Management of Hypogastric Nerve Injury During Anterior Mesh Rectopexy
In cases of hypogastric nerve injury during anterior mesh rectopexy, immediate identification and preservation of remaining autonomic nerve structures is essential, followed by careful documentation and post-operative functional assessment to manage potential urinary and sexual dysfunction. 1
Mechanism and Significance of Injury
The hypogastric nerve plexus is highly vulnerable during anterior mesh rectopexy procedures, particularly during sacral mesh fixation. A 2022 cadaver study demonstrated that tack placement during laparoscopic ventral mesh rectopexy commonly affects the hypogastric nerve plexus, with significant variation in tack placement observed even among experienced surgeons 2.
Hypogastric nerve injury can lead to:
- Sexual dysfunction
- Urinary dysfunction
- Chronic pelvic pain
- Constipation
Intraoperative Management
When hypogastric nerve injury is identified during surgery:
Immediate assessment of injury extent:
- Identify if injury is unilateral or bilateral
- Determine if injury is partial or complete transection
Surgical approach modification:
- Limit further rectal mobilization to prevent additional nerve damage 1
- Ensure careful mesh placement with minimal tension
- Consider alternative fixation methods if further mesh attachment is required
Documentation requirements:
- Document precise location and extent of nerve injury
- Record all preservation measures taken for remaining autonomic nerves
- Take high-quality intraoperative photographs with clear visibility of anatomical landmarks 1
Postoperative Management
Early monitoring (0-48 hours):
- Monitor for urinary retention (may require prolonged catheterization)
- Assess for early signs of bowel dysfunction
- Provide appropriate pain management
Follow-up assessment (1-4 weeks):
- Detailed functional assessment for:
- Urinary symptoms (retention, incontinence)
- Sexual dysfunction
- Bowel function (constipation, incontinence)
- Pelvic pain
- Detailed functional assessment for:
Long-term management:
For urinary dysfunction:
- Consider urological consultation
- Implement bladder training programs
- Medication management as appropriate
For sexual dysfunction:
- Sexual therapy referral
- Medical management options based on specific symptoms
For bowel dysfunction:
- Dietary modifications
- Biofeedback therapy
- Medication management for constipation or incontinence
Prevention Strategies
Prevention is critical and should include:
Preoperative planning:
- Detailed imaging to identify anatomical variations
- Selection of appropriate surgical approach based on patient anatomy
Intraoperative techniques:
- Use of reliable anatomic landmarks and sufficient exposure during ventral mesh rectopexy 2
- Careful identification of the hypogastric nerve plexus before mesh fixation
- Minimizing the number of tacks used for mesh fixation
- Consideration of alternative fixation methods in high-risk areas
Surgical approach selection:
Outcomes and Prognosis
The World Journal of Emergency Surgery guidelines note that careful identification and preservation of autonomic nerves is essential to prevent postoperative sexual and urinary dysfunction 1. Studies on laparoscopic ventral mesh rectopexy have shown good functional outcomes when nerve-sparing techniques are employed, with improvements in incontinence in 91% of patients and resolution of obstructed defecation in 80% of patients 3.

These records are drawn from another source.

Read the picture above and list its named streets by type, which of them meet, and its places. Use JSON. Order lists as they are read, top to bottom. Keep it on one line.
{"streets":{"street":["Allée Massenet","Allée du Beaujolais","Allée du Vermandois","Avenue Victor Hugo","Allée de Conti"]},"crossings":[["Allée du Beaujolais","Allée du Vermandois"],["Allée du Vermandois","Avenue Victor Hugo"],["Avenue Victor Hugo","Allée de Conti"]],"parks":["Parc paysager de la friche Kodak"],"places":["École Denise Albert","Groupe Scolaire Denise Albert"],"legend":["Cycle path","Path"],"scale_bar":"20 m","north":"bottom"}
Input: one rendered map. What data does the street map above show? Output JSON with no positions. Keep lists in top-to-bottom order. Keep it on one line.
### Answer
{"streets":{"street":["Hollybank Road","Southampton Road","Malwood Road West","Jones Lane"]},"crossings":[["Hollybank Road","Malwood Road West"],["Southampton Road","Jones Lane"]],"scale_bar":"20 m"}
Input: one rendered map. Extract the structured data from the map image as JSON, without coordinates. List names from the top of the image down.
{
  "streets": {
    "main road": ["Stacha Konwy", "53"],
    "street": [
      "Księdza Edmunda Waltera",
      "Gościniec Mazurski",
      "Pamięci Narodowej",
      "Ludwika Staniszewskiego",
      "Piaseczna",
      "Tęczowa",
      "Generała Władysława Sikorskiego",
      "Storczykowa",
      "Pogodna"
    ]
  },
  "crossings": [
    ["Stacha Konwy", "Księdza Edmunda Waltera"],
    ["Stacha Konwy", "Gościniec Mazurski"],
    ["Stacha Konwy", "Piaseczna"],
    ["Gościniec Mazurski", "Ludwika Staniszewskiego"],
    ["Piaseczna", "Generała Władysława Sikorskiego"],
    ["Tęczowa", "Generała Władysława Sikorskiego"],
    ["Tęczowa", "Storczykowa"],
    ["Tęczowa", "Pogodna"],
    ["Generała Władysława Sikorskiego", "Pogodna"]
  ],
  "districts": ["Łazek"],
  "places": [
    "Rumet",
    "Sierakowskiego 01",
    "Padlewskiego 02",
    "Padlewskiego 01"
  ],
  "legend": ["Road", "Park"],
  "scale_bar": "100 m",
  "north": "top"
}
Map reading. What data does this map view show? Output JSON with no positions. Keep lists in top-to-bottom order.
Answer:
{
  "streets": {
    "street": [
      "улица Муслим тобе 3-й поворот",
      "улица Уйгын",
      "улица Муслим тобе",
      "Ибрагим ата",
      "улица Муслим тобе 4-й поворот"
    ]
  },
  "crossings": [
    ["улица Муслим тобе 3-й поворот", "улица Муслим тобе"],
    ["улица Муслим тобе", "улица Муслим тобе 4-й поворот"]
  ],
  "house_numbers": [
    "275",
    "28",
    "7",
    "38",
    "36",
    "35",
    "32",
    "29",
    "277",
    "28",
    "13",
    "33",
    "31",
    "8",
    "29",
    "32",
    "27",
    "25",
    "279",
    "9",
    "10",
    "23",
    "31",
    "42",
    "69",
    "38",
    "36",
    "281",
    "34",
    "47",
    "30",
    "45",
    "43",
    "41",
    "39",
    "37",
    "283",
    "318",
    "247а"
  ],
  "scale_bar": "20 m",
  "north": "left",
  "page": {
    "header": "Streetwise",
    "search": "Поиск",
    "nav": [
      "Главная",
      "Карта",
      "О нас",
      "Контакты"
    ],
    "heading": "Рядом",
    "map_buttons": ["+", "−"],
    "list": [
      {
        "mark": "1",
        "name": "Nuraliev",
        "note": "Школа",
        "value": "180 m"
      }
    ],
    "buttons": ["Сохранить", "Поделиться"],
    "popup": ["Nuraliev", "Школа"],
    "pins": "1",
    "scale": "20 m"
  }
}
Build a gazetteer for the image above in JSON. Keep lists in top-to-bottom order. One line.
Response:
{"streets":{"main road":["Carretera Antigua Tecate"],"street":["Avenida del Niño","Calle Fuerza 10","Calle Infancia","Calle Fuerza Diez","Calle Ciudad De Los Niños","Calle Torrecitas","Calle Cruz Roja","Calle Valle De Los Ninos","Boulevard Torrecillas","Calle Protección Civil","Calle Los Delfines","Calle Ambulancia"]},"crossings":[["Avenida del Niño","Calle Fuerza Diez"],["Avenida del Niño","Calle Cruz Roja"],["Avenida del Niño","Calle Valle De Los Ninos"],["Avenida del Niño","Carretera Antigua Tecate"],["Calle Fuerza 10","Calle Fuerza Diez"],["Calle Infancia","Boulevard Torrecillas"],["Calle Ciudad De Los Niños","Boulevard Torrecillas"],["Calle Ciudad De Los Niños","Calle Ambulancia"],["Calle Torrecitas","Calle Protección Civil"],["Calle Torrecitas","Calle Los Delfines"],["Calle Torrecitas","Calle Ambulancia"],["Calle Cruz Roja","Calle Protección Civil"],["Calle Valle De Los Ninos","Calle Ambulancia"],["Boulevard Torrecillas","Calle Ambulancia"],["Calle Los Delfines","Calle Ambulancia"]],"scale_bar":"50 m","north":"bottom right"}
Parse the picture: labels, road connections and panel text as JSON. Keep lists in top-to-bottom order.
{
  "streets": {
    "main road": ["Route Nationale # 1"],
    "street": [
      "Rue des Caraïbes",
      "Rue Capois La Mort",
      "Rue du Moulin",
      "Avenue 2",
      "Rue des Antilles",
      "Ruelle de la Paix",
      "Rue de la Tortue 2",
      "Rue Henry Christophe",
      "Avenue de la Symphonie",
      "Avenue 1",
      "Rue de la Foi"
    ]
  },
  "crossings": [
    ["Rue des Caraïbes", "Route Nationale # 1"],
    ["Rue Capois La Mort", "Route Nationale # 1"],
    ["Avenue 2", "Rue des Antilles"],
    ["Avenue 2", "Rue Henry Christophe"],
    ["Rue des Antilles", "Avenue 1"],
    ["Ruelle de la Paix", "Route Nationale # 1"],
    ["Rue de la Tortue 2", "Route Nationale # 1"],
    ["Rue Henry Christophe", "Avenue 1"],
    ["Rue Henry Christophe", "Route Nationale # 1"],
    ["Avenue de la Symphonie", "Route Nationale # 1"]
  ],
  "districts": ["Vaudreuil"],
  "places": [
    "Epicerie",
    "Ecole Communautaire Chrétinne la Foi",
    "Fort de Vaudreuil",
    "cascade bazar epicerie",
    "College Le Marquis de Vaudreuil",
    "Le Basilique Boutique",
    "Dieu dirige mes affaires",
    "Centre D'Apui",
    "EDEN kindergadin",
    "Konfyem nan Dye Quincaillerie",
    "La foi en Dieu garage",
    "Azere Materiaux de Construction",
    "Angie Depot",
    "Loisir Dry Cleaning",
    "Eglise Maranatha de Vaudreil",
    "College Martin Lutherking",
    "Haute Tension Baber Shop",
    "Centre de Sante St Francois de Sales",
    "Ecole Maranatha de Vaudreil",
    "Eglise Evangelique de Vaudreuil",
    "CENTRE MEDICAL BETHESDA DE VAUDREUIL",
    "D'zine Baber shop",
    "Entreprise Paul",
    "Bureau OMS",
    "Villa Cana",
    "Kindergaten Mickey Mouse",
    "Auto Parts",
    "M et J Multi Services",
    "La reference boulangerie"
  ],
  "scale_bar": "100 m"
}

However, when nerve injury occurs, patients should be counseled about potential long-term consequences and the need for ongoing functional assessment and management.
Common Pitfalls and Caveats
- Failure to recognize nerve injury intraoperatively can lead to delayed diagnosis and management
- Inadequate documentation of nerve injury can complicate postoperative care
- Overly aggressive rectal mobilization increases risk of nerve damage
- Improper tack placement at the sacral promontory can damage nerves, vessels, and cause spondylodiscitis 2
- Bilateral nerve injury has more severe functional consequences than unilateral injury
By following these management principles, surgeons can minimize the impact of hypogastric nerve injury during anterior mesh rectopexy and optimize patient outcomes.